**TASK DETAILS**
Search the listing below for the line containing "font-size:42px; font-weight:700; line-height:52px;". From there through the line containing "display:flex; gap:14px; margin-top:auto;", transcribe every line exactly, both ends included.

Segment Start: MATERIAL FOR THIS EXERCISE

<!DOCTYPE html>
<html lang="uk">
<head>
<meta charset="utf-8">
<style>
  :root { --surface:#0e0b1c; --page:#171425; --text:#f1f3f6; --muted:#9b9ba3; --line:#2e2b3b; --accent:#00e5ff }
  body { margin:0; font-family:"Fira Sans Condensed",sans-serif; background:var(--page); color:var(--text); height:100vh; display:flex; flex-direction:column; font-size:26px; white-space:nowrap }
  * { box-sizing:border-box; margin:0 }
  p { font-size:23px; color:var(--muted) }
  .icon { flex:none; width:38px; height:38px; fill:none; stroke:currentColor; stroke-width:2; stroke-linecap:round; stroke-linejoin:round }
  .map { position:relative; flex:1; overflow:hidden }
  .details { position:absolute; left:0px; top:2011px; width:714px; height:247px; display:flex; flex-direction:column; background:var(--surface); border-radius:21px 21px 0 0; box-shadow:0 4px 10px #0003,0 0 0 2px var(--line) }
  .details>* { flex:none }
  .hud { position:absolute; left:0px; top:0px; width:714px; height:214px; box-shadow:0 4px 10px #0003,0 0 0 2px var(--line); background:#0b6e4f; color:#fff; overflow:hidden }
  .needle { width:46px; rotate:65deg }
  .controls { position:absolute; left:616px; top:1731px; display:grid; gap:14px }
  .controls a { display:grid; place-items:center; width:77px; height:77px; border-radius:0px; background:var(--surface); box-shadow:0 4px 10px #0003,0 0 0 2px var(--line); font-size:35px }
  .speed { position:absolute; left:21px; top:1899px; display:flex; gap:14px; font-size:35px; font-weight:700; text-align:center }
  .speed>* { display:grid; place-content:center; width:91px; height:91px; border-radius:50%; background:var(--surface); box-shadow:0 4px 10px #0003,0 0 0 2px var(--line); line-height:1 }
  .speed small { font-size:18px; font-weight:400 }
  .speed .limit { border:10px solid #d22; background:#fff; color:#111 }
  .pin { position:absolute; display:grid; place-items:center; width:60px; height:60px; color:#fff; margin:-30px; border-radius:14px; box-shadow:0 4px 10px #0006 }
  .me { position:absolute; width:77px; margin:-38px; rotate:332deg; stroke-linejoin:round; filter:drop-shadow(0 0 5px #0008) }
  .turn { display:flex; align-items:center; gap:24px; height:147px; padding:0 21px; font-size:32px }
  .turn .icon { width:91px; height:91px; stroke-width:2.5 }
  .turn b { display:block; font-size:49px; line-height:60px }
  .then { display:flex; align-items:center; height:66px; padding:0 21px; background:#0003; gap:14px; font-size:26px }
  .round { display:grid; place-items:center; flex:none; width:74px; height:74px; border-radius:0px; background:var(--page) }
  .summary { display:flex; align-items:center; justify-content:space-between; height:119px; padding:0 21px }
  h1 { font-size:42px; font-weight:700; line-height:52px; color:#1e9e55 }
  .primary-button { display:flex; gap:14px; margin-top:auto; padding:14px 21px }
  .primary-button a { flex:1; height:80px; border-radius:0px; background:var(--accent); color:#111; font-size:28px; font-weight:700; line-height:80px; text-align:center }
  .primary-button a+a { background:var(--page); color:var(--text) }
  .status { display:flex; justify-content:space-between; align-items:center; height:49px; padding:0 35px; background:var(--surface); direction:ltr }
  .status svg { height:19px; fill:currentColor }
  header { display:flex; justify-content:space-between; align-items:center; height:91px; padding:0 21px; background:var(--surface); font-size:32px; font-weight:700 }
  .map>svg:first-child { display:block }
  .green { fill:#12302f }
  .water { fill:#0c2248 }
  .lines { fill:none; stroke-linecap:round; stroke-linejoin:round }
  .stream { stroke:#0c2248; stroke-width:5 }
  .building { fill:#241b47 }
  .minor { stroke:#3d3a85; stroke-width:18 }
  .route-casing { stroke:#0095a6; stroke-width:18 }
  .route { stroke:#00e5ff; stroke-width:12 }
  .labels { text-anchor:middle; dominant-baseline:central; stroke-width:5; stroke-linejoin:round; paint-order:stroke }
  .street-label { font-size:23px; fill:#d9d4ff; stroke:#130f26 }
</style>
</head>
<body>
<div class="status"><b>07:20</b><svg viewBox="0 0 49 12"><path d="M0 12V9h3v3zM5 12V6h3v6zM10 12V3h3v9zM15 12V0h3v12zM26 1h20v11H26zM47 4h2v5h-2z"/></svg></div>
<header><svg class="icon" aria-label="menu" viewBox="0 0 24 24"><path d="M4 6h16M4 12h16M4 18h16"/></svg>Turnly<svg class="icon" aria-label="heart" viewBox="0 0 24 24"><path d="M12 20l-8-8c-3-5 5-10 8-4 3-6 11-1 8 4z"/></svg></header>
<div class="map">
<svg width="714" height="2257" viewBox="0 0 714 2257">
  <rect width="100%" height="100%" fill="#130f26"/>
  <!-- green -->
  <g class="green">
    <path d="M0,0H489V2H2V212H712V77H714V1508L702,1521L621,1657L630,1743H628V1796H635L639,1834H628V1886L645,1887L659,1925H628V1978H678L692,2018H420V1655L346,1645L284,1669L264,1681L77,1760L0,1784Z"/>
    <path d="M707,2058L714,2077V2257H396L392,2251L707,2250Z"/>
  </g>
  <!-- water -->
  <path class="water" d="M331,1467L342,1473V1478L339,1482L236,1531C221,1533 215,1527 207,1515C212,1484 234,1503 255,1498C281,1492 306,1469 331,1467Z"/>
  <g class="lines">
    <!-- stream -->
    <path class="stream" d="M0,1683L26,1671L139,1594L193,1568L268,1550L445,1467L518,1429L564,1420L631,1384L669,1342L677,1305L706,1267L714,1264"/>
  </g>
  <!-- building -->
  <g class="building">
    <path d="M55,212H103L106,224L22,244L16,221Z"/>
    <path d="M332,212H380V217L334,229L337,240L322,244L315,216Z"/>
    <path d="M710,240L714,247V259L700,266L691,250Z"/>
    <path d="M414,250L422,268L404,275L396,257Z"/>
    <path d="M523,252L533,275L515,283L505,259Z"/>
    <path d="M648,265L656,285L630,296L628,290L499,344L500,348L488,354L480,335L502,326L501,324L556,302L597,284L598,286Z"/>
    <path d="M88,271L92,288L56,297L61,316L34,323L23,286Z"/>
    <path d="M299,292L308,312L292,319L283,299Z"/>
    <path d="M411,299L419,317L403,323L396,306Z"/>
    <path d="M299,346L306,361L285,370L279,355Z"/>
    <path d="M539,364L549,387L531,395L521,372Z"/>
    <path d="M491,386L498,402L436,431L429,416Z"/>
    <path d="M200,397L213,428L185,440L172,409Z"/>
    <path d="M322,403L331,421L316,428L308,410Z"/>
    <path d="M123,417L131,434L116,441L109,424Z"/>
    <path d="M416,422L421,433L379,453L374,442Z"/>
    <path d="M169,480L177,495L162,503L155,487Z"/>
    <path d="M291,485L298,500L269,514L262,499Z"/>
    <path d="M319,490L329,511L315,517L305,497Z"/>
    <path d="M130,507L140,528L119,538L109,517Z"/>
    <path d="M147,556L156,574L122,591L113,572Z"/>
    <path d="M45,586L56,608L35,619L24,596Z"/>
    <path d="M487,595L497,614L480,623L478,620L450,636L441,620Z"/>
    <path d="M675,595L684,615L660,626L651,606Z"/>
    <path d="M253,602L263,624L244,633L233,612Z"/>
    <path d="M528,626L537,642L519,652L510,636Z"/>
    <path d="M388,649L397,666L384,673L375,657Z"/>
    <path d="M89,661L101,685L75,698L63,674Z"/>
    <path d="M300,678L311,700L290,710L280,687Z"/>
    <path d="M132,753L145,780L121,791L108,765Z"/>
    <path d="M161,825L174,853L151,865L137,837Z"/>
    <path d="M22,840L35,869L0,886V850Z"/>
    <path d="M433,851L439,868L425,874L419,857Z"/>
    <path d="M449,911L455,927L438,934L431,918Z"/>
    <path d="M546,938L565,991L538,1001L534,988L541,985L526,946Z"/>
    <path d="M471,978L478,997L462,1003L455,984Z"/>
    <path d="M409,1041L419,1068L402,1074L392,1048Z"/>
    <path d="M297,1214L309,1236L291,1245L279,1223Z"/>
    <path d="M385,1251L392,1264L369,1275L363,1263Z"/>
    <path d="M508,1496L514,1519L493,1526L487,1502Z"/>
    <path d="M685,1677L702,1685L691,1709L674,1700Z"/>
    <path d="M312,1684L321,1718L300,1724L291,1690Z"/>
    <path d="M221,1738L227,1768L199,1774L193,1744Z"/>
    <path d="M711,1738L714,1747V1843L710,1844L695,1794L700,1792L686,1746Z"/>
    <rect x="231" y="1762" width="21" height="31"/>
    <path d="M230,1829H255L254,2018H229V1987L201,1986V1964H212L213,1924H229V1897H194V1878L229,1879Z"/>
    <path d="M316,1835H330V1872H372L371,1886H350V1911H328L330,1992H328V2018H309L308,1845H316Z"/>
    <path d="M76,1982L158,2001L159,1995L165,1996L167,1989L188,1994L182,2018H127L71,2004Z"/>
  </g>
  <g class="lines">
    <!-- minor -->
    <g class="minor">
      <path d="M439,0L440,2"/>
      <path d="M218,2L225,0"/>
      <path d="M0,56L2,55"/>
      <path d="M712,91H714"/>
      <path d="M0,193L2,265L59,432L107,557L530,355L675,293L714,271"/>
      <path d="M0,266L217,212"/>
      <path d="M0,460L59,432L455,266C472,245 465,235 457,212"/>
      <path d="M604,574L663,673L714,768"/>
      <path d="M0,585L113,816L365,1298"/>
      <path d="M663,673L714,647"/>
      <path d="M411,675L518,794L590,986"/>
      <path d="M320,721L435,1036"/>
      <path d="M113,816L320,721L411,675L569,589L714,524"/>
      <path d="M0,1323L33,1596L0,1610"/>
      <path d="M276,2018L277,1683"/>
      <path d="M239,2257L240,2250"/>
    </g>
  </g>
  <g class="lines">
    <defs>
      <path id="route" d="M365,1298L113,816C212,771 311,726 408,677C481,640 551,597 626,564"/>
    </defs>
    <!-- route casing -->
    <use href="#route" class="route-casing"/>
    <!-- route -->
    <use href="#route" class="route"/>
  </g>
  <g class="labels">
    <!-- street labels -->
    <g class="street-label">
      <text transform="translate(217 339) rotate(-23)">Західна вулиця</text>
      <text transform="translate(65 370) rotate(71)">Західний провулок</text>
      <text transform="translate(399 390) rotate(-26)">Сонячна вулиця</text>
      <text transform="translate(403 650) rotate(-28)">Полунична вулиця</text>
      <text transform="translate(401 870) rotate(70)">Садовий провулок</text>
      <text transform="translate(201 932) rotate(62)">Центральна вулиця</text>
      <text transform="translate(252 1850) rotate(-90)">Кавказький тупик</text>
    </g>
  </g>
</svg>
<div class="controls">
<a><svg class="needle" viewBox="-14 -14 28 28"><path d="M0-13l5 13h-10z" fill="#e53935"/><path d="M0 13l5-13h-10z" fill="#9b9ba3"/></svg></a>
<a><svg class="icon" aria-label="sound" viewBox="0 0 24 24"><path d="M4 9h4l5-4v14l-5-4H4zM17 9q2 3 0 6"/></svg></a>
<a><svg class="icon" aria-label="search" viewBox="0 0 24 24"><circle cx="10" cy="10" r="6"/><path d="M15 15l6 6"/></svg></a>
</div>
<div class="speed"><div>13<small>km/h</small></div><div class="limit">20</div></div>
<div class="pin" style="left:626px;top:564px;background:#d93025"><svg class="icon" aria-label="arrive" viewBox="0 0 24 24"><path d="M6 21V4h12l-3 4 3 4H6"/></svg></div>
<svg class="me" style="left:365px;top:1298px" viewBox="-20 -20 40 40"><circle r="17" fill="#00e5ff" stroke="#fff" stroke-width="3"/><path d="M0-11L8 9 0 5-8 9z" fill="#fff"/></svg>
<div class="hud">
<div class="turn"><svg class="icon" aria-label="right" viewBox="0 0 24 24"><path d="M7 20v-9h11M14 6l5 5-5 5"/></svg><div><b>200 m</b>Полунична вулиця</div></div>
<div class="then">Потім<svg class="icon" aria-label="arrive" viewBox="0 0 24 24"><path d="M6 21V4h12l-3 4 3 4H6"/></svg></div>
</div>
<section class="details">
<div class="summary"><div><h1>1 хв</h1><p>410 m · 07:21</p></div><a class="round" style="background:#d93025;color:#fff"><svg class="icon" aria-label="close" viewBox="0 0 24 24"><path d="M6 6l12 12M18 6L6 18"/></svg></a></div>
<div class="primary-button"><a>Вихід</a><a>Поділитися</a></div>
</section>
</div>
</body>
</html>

Segment End: MATERIAL FOR THIS EXERCISE

**ANSWER TO THIS TASK**
  h1 { font-size:42px; font-weight:700; line-height:52px; color:#1e9e55 }
  .primary-button { display:flex; gap:14px; margin-top:auto; padding:14px 21px }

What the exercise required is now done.